● **Assigned task**
Your response should contain every line from the data below that holds the string "display".
■ ■ ■
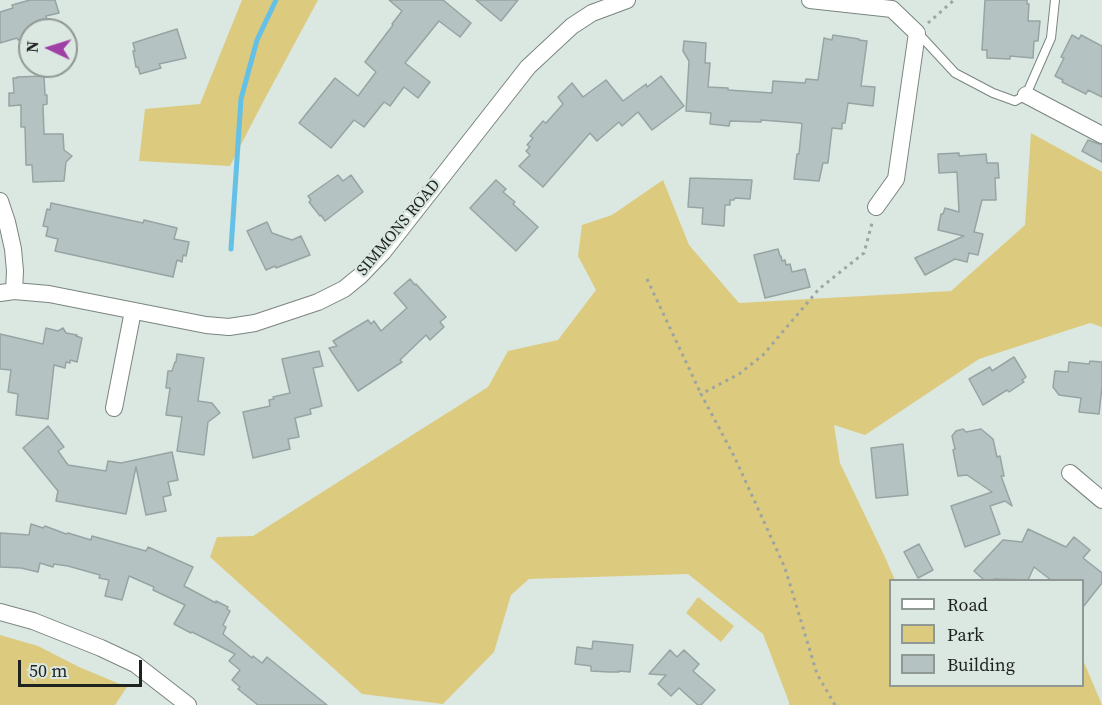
<!DOCTYPE html>
<style>
body{margin:0}
#map{position:relative;width:1102px;height:705px;overflow:hidden;background:#dbe7e1;font-family:"Source Serif 4",serif}
canvas{display:block}
.legend{position:absolute;left:889px;top:579px;width:195px;height:108px;box-sizing:border-box;background:#dbe7e1;border:2px solid #8f9894;margin:0;padding:8px 10px;list-style:none;font-size:18px;color:#1e2220}
.legend li{display:flex;align-items:center;gap:12px;height:30px}
.legend b{width:30px;border:2px solid #8f9894}
.north{position:absolute;left:18px;top:18px;width:60px;height:60px;box-sizing:border-box;background:#dbe7e1;border:2px solid #8f9894;border-radius:50%;rotate:274deg;font-size:16px;font-weight:700;line-height:24px;text-align:center;color:#1e2220}
.north::after{content:'';display:block;margin:auto;width:21px;height:27px;background:#a03fa6;clip-path:polygon(50% 0,100% 100%,50% 72%,0 100%)}
.scale{position:absolute;left:18px;top:660px;width:124px;height:27px;box-sizing:border-box;border:3px solid #1e2220;border-top:0;padding-left:8px;font-size:18px;line-height:21px;white-space:nowrap;color:#1e2220;-webkit-text-stroke:4px #dbe7e1;paint-order:stroke}
</style>
<div id="map">
<canvas width="1102" height="705"></canvas>
<ul class="legend">
<li><b style="height:8px;background:#fff"></b>Road</li>
<li><b style="height:16px;background:#dccb7f"></b>Park</li>
<li><b style="height:16px;background:#b4c2c2"></b>Building</li>
</ul>
<div class="north">N</div>
<div class="scale">50 m</div>
</div>
<script>
const c = document.querySelector('canvas').getContext('2d');
c.lineJoin = 'round';
function paint(path, color) {
  c.fillStyle = color;
  c.fill(path, 'evenodd');
}
function toPath(rows) {
  const path = new Path2D();
  for (const r of rows) {
    path.moveTo(r[0], r[1]);
    for (let i = 2; i < r.length; i += 2) path.lineTo(r[i], r[i + 1]);
  }
  return path;
}
function trace(path, color, width, dash) {
  c.strokeStyle = color;
  c.lineWidth = width;
  c.lineCap = dash ? 'butt' : 'round';
  c.setLineDash(dash || []);
  c.stroke(path);
}
function label(font, color, halo, rows, align = 'center') {
  c.font = font + ' "Source Serif 4",serif';
  c.lineWidth = 5;
  c.setLineDash([]);
  c.textBaseline = 'middle';
  c.strokeStyle = halo;
  c.fillStyle = color;
  for (const [text, x, y, turn = 0] of rows) {
    c.save();
    c.translate(x, y);
    c.rotate((+turn || 0) * Math.PI / 180);
    c.textAlign = isNaN(turn) ? turn : align;
    if (halo) c.strokeText(text, 0, 0);
    c.fillText(text, 0, 0);
    c.restore();
  }
}
paint(toPath([
 [242,0,318,0,262,104,230,166,139,161,145,109,200,104],
 [1031,133,1102,172,1102,327,1090,323,979,359,865,435,834,425,840,463,884,555,895,580,890,580,890,686,1082,686,1083,660,1102,705,789,705,789,702,763,634,688,574,529,579,511,595,494,652,443,704,362,694,210,557,217,537,253,536,488,387,508,351,558,340,596,290,578,256,582,225,612,215,663,180,689,245,739,303,951,291,1025,225],
 [698,597,734,626,721,642,686,613],
 [0,635,38,646,79,667,127,687,115,705,0,705]
]), '#dccb7f');
trace(toPath([
 [231,249,241,99,257,40,276,0]
]), '#65c0e6', 5);
const building = toPath([
 [30,0,55,0,59,13,46,16,49,27,40,30,30,30,30,37,18,40,17,38,0,43,0,12,13,8,12,5,30,0],
 [389,0,443,0,471,23,460,37,439,21,405,63,430,82,418,98,404,87,390,106,384,102,364,127,354,120,331,148,299,123,335,78,358,96,376,72,365,62,393,25,392,24,402,11,389,0],
 [476,0,518,0,501,21,476,0],
 [985,0,1027,0,1027,4,1029,4,1028,21,1040,21,1038,41,1034,41,1033,58,1010,56,1010,59,987,58,987,50,982,50,985,0],
 [177,29,186,58,159,64,161,68,140,74,138,67,136,67,133,51,135,51,133,43,177,29],
 [833,35,859,39,859,40,867,41,861,86,875,87,873,106,848,103,845,123,842,123,842,129,832,128,828,163,823,163,819,181,794,179,797,154,799,154,802,124,800,123,761,120,761,122,730,121,729,126,710,124,711,113,686,111,689,61,683,51,684,41,706,43,705,63,710,63,708,87,728,88,728,90,772,93,773,81,805,83,806,79,818,80,824,38,832,40,833,35],
 [1072,35,1079,39,1081,35,1102,46,1102,97,1088,90,1086,94,1062,82,1063,80,1055,76,1064,58,1061,57,1072,35],
 [44,76,45,95,47,95,47,104,43,105,44,134,63,134,64,150,72,156,66,162,64,181,33,182,32,165,26,165,25,127,21,127,21,105,9,106,9,93,14,93,13,78,17,78,17,77,44,76],
 [661,76,684,106,652,130,638,112,622,126,619,122,597,141,590,133,543,187,519,166,530,155,526,151,530,147,527,145,533,138,530,136,543,121,546,123,563,104,558,97,572,83,583,97,606,80,623,101,646,84,647,87,661,76],
 [1088,140,1102,145,1102,162,1082,151,1088,140],
 [959,153,959,156,986,154,987,163,998,163,999,178,995,178,996,200,982,200,974,232,983,234,978,255,969,253,967,262,955,259,925,275,915,258,964,236,938,230,941,214,943,214,945,208,959,212,957,172,939,173,938,154,959,153],
 [338,175,343,181,351,175,363,192,325,221,321,215,320,216,309,202,311,200,308,196,338,175],
 [690,178,752,180,750,199,735,198,734,200,730,200,730,205,725,205,724,226,702,224,703,208,688,207,690,178],
 [496,180,506,189,503,192,515,202,513,204,538,227,516,251,470,208,496,180],
 [51,203,143,223,144,220,177,228,174,239,189,242,186,256,183,255,182,262,177,260,173,277,55,251,58,239,46,236,48,227,43,226,47,209,50,210,51,203],
 [267,222,272,233,292,240,301,236,310,255,276,268,275,266,266,270,247,231,267,222],
 [778,249,780,256,781,256,782,261,785,260,786,265,790,264,792,272,805,269,810,287,765,298,754,255,778,249],
 [410,279,415,285,416,284,446,317,440,322,444,327,430,340,426,335,400,360,402,362,358,391,329,348,337,346,333,341,368,320,371,324,374,321,381,331,407,308,394,293,410,279],
 [46,328,58,331,63,328,66,333,77,335,76,336,82,338,77,362,70,360,70,363,66,362,65,368,54,365,48,419,16,415,18,394,8,392,11,370,0,369,0,334,43,344,46,328],
 [319,351,323,366,313,368,322,406,310,409,311,414,295,418,299,437,288,439,290,449,253,458,243,412,270,406,269,400,274,399,273,397,290,393,282,359,319,351],
 [177,354,204,358,198,401,212,403,220,413,208,422,204,455,177,451,182,417,166,415,170,388,166,388,168,371,172,371,175,362,176,362,177,354],
 [1014,357,1026,377,1022,380,1024,382,1009,392,1007,390,983,405,969,379,990,367,992,371,1014,357],
 [1090,361,1102,362,1102,387,1099,414,1079,412,1081,398,1059,395,1053,387,1055,371,1068,372,1069,362,1089,364,1090,361],
 [48,426,64,447,58,451,68,465,106,471,108,461,121,463,172,452,178,480,168,482,171,495,163,497,166,511,146,515,136,467,126,514,56,501,58,491,23,448,48,426],
 [963,429,966,432,981,429,993,439,997,457,1000,456,1004,476,1001,476,1012,506,1005,501,990,506,1000,534,965,547,951,506,992,492,967,475,958,476,953,450,955,449,952,436,956,431,963,429],
 [903,444,908,495,876,498,871,448,903,444],
 [31,524,43,528,45,526,66,534,68,533,91,540,92,536,146,551,148,547,193,567,184,586,216,603,216,601,228,607,227,609,230,611,223,625,226,627,223,634,252,658,253,656,262,663,267,657,327,705,258,705,238,689,240,687,232,680,240,670,229,661,235,654,204,638,192,632,191,633,174,624,185,605,153,590,154,587,129,576,122,600,105,596,109,580,99,578,100,575,68,566,54,564,53,567,40,563,38,572,21,568,0,567,0,533,29,535,31,524],
 [1028,529,1066,547,1074,537,1090,550,1083,558,1102,573,1102,583,1083,607,1083,580,1051,580,1034,567,1028,580,994,579,993,580,984,580,974,571,1003,540,1022,542,1028,529],
 [919,544,933,570,918,578,904,552,919,544],
 [593,641,633,645,630,672,619,671,619,672,609,672,591,671,591,666,575,664,577,647,592,649,593,641],
 [670,650,677,657,684,650,699,664,693,671,715,690,701,705,698,705,679,688,671,696,658,684,666,675,649,674,670,650]
]);
paint(building, '#b4c2c2');
trace(building, '#96a4a4', 1.5);
const service = toPath([
 [918,33,955,73,993,93,1015,101,1026,95,1051,38,1055,0]
]);
const minor = toPath([
 [810,0,892,9,917,33,896,179,876,207],
 [1026,95,1102,135],
 [0,201,7,222,13,249,15,271,14,291],
 [0,293,14,291,49,294,206,325,229,327,255,323,318,302,344,289,360,276,383,252,528,67,572,26,592,13,627,0],
 [114,408,133,311],
 [1070,473,1102,500],
 [0,612,33,621,101,648,135,664,188,705]
]);
trace(service, '#7a857f', 10);
trace(minor, '#7a857f', 18);
trace(toPath([
 [928,23,954,0],
 [647,279,701,394],
 [835,705,817,674,785,568,734,456,701,394,739,374,763,355,819,289,864,253,872,223]
]), '#9ca5a0', 3, [3, 4.5]);
trace(service, '#fff', 8);
trace(minor, '#fff', 16);
label('16px', '#1e2220', '#dbe7e1', [
 ["SIMMONS ROAD",399,228,-50]
]);
</script>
■ ■ ■
● **Solution to this problem**
canvas{display:block}
.legend li{display:flex;align-items:center;gap:12px;height:30px}
.north::after{content:'';display:block;margin:auto;width:21px;height:27px;background:#a03fa6;clip-path:polygon(50% 0,100% 100%,50% 72%,0 100%)}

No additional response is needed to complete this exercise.